**What the task requires:**
Repeat the whole listing exactly.

**Information shown:**
::::::::

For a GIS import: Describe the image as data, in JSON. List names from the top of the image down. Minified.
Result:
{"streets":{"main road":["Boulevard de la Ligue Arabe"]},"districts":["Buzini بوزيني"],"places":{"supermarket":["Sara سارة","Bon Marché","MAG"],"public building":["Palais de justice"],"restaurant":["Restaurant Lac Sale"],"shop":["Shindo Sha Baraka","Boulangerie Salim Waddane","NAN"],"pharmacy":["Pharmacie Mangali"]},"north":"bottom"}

::::::::

**Completed exercise:**
For a GIS import: Describe the image as data, in JSON. List names from the top of the image down. Minified.
Result:
{"streets":{"main road":["Boulevard de la Ligue Arabe"]},"districts":["Buzini بوزيني"],"places":{"supermarket":["Sara سارة","Bon Marché","MAG"],"public building":["Palais de justice"],"restaurant":["Restaurant Lac Sale"],"shop":["Shindo Sha Baraka","Boulangerie Salim Waddane","NAN"],"pharmacy":["Pharmacie Mangali"]},"north":"bottom"}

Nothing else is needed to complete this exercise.